### Work to complete
Scan the records below for the word "above" and give only the number of lines that hold it.
Segment Start: Data for review
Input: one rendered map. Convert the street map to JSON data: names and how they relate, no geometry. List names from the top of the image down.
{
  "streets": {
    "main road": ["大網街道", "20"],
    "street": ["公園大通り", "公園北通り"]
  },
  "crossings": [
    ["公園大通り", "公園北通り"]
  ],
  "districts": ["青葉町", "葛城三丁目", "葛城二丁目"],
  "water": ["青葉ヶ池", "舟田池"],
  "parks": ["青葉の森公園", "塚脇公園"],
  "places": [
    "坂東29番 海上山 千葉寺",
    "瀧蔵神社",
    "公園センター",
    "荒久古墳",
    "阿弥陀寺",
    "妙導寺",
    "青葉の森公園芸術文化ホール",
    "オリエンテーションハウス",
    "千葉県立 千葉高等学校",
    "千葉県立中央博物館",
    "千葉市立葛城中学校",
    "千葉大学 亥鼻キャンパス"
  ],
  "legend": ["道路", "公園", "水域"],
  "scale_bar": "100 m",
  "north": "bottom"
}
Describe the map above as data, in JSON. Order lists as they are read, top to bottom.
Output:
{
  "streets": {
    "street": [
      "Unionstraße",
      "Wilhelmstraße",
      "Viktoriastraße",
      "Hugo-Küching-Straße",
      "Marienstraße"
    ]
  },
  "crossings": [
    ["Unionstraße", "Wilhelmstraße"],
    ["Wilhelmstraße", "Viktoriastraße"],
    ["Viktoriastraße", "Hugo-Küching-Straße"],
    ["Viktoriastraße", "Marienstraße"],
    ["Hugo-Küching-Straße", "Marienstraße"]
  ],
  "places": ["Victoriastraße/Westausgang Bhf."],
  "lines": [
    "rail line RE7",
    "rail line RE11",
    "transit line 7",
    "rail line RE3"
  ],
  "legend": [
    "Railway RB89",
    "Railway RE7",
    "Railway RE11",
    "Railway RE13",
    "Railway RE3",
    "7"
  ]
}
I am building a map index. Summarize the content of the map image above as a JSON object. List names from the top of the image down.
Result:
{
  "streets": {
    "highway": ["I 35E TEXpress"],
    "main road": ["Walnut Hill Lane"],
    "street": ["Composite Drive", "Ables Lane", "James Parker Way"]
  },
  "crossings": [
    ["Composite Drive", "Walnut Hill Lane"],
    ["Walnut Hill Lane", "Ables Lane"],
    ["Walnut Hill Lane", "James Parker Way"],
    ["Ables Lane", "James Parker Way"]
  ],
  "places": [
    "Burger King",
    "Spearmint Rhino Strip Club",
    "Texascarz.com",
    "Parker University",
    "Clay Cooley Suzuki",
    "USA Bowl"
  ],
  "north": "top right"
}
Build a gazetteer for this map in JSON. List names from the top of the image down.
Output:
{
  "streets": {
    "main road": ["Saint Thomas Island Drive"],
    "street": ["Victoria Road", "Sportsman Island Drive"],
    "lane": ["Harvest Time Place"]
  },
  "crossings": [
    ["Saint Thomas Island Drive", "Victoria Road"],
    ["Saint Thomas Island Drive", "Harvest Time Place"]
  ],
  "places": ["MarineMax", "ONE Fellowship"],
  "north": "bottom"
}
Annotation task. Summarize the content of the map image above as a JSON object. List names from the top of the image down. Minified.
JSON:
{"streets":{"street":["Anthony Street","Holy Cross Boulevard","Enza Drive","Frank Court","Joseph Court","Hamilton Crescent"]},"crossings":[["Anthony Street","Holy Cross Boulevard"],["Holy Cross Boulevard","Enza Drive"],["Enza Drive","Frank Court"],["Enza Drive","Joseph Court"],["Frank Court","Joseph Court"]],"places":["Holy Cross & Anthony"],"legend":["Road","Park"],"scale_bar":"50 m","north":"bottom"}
Segment End: Data for review
### Solution to this task
3